_What is being asked_: Each line of the data below that carries the word "numbers" needs to be copied.

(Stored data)
========

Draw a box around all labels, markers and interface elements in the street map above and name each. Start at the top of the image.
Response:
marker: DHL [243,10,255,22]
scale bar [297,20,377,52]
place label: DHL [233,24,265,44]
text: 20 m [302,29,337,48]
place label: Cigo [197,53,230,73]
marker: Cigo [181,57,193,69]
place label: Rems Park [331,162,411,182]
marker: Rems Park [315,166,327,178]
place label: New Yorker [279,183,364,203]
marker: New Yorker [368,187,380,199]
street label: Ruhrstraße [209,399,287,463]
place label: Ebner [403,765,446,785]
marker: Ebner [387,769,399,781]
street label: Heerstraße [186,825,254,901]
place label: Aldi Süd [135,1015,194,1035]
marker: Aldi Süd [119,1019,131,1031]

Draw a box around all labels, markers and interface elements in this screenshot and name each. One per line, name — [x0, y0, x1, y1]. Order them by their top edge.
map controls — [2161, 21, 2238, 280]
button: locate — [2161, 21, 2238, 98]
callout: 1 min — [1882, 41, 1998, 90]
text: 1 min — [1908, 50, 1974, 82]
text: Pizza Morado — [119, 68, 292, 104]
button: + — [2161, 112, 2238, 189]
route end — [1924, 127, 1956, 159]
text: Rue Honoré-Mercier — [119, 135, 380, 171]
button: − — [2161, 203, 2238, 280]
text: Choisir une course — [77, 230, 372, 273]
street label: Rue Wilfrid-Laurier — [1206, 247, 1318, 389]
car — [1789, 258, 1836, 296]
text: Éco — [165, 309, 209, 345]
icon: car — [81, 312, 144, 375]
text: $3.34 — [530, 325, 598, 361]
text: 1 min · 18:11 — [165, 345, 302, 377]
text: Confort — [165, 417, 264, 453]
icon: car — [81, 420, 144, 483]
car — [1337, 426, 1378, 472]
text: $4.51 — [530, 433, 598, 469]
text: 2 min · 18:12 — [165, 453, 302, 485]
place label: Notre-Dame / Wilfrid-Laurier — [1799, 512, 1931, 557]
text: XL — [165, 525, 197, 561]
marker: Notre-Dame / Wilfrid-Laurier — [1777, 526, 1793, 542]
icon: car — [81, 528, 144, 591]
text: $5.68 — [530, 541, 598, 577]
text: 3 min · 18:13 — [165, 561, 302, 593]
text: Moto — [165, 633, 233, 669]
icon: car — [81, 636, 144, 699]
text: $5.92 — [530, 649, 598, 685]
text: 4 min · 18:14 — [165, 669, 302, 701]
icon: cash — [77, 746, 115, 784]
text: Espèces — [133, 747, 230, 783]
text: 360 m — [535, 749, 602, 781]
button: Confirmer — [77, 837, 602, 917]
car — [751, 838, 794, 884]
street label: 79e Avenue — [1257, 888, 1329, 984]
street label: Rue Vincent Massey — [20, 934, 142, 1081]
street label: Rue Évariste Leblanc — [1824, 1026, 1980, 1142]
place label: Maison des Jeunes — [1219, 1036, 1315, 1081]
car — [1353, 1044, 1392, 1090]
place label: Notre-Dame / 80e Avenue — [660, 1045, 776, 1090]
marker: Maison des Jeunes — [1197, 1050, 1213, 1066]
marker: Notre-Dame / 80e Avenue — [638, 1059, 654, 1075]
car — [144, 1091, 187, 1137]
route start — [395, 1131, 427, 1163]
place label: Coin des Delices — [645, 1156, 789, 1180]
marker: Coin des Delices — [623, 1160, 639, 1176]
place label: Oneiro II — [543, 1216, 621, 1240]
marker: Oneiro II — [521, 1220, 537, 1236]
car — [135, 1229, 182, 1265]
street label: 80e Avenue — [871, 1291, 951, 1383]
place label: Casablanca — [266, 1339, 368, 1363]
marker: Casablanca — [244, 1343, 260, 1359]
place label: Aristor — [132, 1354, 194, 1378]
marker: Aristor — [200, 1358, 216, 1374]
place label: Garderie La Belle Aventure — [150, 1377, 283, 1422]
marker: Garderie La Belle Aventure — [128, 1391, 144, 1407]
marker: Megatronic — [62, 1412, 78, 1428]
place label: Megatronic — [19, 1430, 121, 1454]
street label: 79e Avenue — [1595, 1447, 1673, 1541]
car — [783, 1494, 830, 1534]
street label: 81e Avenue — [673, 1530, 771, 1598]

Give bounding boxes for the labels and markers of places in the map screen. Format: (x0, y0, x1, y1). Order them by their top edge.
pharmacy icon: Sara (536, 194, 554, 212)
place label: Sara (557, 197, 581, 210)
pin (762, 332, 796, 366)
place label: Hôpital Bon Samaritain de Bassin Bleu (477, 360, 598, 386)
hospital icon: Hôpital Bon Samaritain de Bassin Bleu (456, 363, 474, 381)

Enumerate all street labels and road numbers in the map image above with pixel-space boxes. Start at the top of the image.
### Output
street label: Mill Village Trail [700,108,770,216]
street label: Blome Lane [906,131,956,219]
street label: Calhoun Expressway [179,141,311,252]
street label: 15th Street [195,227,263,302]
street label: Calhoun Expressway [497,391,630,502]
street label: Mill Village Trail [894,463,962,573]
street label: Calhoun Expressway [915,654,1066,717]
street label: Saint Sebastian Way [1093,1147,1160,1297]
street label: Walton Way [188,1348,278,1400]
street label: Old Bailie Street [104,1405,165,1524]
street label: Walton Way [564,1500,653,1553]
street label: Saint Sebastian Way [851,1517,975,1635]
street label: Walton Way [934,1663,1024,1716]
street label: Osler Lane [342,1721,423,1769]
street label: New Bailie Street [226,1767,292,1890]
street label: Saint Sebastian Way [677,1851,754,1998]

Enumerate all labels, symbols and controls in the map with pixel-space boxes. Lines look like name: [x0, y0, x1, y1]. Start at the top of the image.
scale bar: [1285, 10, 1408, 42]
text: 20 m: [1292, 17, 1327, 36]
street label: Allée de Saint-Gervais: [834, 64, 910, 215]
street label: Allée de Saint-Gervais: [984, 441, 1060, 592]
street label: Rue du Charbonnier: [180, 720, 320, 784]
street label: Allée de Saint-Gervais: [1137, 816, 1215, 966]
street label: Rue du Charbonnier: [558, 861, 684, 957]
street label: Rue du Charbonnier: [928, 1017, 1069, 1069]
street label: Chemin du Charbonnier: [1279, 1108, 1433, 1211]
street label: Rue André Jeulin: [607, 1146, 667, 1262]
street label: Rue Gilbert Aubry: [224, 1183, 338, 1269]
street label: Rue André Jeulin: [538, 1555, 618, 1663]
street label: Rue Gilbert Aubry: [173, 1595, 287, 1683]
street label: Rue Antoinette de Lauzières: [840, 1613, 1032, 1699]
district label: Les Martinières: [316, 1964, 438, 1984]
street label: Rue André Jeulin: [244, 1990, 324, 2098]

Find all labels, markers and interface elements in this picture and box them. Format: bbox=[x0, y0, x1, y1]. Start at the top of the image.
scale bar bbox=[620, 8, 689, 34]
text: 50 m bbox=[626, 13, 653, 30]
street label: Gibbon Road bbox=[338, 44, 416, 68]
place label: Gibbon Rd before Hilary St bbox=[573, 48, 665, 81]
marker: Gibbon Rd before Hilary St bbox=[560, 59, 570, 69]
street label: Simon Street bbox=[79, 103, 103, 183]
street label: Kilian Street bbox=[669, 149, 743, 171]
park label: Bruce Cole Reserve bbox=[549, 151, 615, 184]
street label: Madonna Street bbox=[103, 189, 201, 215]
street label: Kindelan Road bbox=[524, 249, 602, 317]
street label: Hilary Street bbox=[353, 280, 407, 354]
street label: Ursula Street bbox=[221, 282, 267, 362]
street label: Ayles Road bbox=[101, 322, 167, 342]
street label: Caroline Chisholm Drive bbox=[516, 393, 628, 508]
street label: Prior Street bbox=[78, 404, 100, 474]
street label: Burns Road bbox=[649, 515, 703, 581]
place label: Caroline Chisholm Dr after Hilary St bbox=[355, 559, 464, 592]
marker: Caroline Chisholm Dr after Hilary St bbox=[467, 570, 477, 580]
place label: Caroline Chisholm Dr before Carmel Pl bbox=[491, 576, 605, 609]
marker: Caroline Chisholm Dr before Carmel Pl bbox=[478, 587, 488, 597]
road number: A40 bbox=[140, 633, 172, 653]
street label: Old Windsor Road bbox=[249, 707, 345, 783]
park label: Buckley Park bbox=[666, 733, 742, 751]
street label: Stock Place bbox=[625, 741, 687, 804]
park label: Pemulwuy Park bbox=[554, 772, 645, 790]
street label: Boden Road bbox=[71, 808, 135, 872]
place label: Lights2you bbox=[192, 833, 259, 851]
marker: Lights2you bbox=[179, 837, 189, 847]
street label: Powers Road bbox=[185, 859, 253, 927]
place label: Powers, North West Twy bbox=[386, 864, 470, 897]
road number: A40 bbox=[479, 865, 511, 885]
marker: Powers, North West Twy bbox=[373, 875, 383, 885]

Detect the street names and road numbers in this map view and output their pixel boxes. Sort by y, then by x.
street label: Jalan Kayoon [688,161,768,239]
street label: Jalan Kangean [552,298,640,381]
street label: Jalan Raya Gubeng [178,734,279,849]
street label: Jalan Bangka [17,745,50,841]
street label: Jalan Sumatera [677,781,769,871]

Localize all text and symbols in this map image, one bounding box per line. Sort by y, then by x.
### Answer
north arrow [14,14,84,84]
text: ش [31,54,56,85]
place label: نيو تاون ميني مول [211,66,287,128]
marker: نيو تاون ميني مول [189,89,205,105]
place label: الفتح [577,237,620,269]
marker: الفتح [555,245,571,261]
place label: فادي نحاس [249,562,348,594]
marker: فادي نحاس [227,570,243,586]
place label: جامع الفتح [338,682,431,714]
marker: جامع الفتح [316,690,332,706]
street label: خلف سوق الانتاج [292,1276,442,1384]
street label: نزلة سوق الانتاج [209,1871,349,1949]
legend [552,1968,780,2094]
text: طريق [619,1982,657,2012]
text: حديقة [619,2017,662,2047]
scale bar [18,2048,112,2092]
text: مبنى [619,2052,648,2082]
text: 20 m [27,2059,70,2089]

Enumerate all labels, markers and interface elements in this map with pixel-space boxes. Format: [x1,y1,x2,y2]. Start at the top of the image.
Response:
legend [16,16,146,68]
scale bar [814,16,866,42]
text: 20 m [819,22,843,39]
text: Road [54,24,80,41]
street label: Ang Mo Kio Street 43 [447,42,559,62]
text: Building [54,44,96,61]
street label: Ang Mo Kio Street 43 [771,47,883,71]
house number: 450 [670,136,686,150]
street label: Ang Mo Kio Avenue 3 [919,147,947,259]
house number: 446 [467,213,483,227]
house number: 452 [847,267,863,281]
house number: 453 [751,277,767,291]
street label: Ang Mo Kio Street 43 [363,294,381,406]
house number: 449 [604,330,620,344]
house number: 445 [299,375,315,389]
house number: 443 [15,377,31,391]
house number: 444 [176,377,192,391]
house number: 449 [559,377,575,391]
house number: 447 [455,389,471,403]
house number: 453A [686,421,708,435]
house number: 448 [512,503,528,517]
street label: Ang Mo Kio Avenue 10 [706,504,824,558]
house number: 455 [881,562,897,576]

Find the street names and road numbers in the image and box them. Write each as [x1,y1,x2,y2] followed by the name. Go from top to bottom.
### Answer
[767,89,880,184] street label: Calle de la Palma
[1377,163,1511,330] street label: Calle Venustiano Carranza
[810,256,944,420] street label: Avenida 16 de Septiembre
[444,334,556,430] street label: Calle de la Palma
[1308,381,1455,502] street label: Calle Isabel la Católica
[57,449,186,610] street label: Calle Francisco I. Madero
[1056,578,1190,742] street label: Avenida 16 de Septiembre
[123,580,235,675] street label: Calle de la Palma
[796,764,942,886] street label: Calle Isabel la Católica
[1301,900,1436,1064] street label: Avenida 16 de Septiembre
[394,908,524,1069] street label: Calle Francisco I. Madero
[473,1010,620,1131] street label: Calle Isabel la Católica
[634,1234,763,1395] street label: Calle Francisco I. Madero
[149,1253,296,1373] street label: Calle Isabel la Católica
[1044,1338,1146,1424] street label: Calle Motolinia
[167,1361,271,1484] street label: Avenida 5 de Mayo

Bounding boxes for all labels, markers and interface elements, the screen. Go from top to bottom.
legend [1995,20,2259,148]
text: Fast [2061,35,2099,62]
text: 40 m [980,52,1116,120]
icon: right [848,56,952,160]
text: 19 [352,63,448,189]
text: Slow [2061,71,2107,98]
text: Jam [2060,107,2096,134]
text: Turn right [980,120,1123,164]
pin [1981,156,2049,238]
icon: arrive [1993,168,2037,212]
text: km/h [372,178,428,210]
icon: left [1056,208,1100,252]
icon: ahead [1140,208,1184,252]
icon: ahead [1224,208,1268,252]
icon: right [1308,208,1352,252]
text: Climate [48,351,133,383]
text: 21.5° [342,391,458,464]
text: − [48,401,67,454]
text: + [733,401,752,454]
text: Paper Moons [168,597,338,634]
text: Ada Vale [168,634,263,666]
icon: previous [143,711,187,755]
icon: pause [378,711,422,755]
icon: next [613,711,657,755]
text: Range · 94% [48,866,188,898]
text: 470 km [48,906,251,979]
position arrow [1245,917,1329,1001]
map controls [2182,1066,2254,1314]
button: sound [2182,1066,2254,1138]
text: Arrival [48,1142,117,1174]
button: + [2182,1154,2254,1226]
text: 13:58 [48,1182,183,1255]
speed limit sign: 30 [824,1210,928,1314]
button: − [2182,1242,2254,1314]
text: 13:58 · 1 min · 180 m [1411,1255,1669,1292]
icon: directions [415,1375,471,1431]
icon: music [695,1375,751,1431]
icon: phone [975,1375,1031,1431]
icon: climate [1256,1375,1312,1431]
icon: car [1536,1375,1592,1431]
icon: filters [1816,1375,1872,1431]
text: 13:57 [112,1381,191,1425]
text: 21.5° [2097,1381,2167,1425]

========

_Answer for the task_:
Enumerate all street labels and road numbers in the map image above with pixel-space boxes. Start at the top of the image.
Detect the street names and road numbers in this map view and output their pixel boxes. Sort by y, then by x.
Find the street names and road numbers in the image and box them. Write each as [x1,y1,x2,y2] followed by the name. Go from top to bottom.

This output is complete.